En Gran Bretaña, una investigación demostró que las jóvenes generaciones educadas en el modelo neoliberal y competitivo son menos proclives al gasto público, más individualistas y más renuentes a politizarse. Toda mercantilización educativa asienta y legitima el individualismo posesivo y por tanto genera segregación y pérdida de las virtudes cívicas y comunitarias, diluye la reivindicación de equidad.
Paralelamente, también está creciendo en la sociedad la necesidad de hacer las cosas de otra manera: aumentan las iniciativas de trueque, de consumo compartido (piso, transporte, compras colectivas, espacios de coworking, etc.). Este cambio de paradigma, ¿qué influencia tiene o puede tener en el ámbito educativo?
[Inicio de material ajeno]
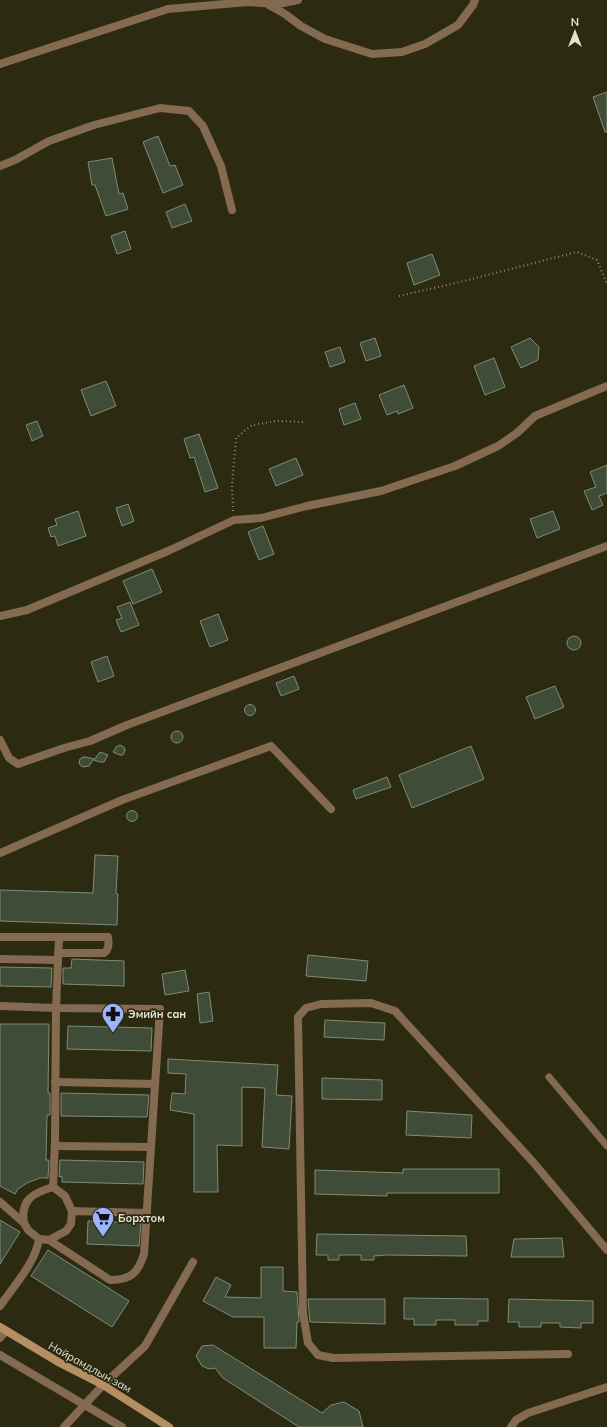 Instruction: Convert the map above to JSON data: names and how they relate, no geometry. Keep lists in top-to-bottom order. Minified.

Sí claro. El mercado no es la única forma de satisfacer las necesidades básicas. Además las redes digitales permiten una mayor conexión y vínculos de reciprocidad aunque algunos hagan negocio de ello como Facebook. La reciprocidad, la economía circular y las redes colaborativas sólo funcionan si hay personas detrás educadas en esos valores y virtudes. Por tanto, la escuela es clave para socializar en esa nueva horizontalidad mutua y, a su vez, como organización está aprovechando esas oportunidades de trabajar en red y de colaboración entre equipos docentes. Todo lo contrario de la receta neoliberal que fuerza al aislamiento, anula el trabajo en red y exacerba el auto-interés de competir entre escuelas por quedar bien en los rankings.
¿Por qué cree que a pesar de estos cambios que la sociedad busca, el sistema educativo se mantiene inmovilista?
El sistema educativo no es del todo inmovilista. Está generando dinámicas de cambio e innovación aunque muy dispersas. En Cataluña, la ola de cambio educativo desde abajo, desde los propios centros es muy significativa, más que en otras partes. El problema han sido los siete años perdidos con la derecha en el gobierno y una LOMCE innecesaria y retrógrada.  
Cada vez más vemos cómo se imponen más mecanismos de evaluación, reválidas y rankings para conocer y controlar los progresos del alumnado. ¿Cómo valora este tipo de estrategias? 
Hay que diferenciar y no mezclar los términos. La evaluación del sistema a través de pruebas diagnósticas sirve para mejorar y corregir el funcionamiento del sistema y de los centros pero sin hacer públicos esos resultados. Otra cosa son las reválidas eliminatorias que cierran el paso a niveles superiores cuyos resultados se hacen públicos en rankings para clasificar a los centros. Ésta es la opción neoliberal que reduce la enseñanza a estándares y a una productividad estresante y reduccionista que estrangula la equidad y el desarrollo integral de los alumnos y sus talentos.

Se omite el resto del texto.